- Prompt
What lines of the data below hold "Leszczynowa"? Show them.

- Information supplied
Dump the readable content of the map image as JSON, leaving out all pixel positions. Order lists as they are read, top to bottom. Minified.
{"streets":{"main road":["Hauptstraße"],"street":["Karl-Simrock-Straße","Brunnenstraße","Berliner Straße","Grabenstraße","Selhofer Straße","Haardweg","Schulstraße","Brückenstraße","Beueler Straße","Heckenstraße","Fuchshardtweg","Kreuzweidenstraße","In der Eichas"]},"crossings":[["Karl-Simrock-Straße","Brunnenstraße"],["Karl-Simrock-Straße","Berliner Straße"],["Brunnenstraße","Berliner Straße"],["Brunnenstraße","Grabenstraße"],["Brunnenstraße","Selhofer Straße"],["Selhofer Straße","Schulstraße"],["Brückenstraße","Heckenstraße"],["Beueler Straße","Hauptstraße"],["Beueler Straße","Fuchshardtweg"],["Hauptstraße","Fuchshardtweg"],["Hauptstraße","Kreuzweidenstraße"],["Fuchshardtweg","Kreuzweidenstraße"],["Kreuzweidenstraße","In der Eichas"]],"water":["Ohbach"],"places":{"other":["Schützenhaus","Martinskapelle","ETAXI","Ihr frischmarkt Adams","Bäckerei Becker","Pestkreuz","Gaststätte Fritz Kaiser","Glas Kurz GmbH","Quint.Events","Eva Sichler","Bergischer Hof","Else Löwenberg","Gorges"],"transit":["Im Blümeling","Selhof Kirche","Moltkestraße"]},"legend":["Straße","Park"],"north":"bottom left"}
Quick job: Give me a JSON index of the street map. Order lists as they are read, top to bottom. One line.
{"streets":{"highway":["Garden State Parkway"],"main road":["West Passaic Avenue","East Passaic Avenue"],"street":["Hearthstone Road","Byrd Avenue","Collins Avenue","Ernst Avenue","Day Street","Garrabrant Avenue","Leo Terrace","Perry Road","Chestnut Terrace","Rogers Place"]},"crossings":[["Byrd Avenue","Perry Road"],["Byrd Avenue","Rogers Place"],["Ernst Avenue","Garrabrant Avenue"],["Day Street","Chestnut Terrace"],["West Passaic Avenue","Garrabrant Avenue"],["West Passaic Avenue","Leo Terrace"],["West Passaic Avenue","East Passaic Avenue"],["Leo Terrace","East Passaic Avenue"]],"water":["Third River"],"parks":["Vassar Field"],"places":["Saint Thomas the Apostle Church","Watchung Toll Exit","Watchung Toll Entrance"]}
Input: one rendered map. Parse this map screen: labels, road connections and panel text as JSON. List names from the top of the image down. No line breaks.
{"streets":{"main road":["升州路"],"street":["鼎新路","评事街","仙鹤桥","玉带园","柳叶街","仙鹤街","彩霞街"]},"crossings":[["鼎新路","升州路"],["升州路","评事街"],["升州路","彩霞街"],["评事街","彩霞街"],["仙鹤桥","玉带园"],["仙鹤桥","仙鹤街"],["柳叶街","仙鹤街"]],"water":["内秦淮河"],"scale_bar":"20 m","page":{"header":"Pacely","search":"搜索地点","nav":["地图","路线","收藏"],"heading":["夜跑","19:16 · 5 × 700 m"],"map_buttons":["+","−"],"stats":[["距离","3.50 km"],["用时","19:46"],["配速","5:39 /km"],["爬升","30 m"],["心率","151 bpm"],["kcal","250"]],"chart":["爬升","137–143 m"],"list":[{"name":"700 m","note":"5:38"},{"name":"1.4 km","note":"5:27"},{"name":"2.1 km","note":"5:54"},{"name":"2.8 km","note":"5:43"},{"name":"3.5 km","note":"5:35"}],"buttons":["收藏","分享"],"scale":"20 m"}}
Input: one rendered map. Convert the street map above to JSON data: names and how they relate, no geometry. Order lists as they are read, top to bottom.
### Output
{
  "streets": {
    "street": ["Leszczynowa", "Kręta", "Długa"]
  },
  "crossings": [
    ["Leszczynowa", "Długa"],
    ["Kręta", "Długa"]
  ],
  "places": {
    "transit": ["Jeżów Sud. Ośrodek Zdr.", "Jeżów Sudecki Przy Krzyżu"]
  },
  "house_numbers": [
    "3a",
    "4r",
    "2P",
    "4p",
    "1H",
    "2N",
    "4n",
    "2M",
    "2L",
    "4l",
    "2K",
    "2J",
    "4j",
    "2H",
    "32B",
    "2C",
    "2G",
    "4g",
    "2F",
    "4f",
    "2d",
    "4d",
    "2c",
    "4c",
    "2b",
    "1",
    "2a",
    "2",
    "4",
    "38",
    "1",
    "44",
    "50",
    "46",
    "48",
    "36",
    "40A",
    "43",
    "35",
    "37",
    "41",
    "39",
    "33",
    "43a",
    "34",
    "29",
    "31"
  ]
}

- Answer section
    "street": ["Leszczynowa", "Kręta", "Długa"]
    ["Leszczynowa", "Długa"],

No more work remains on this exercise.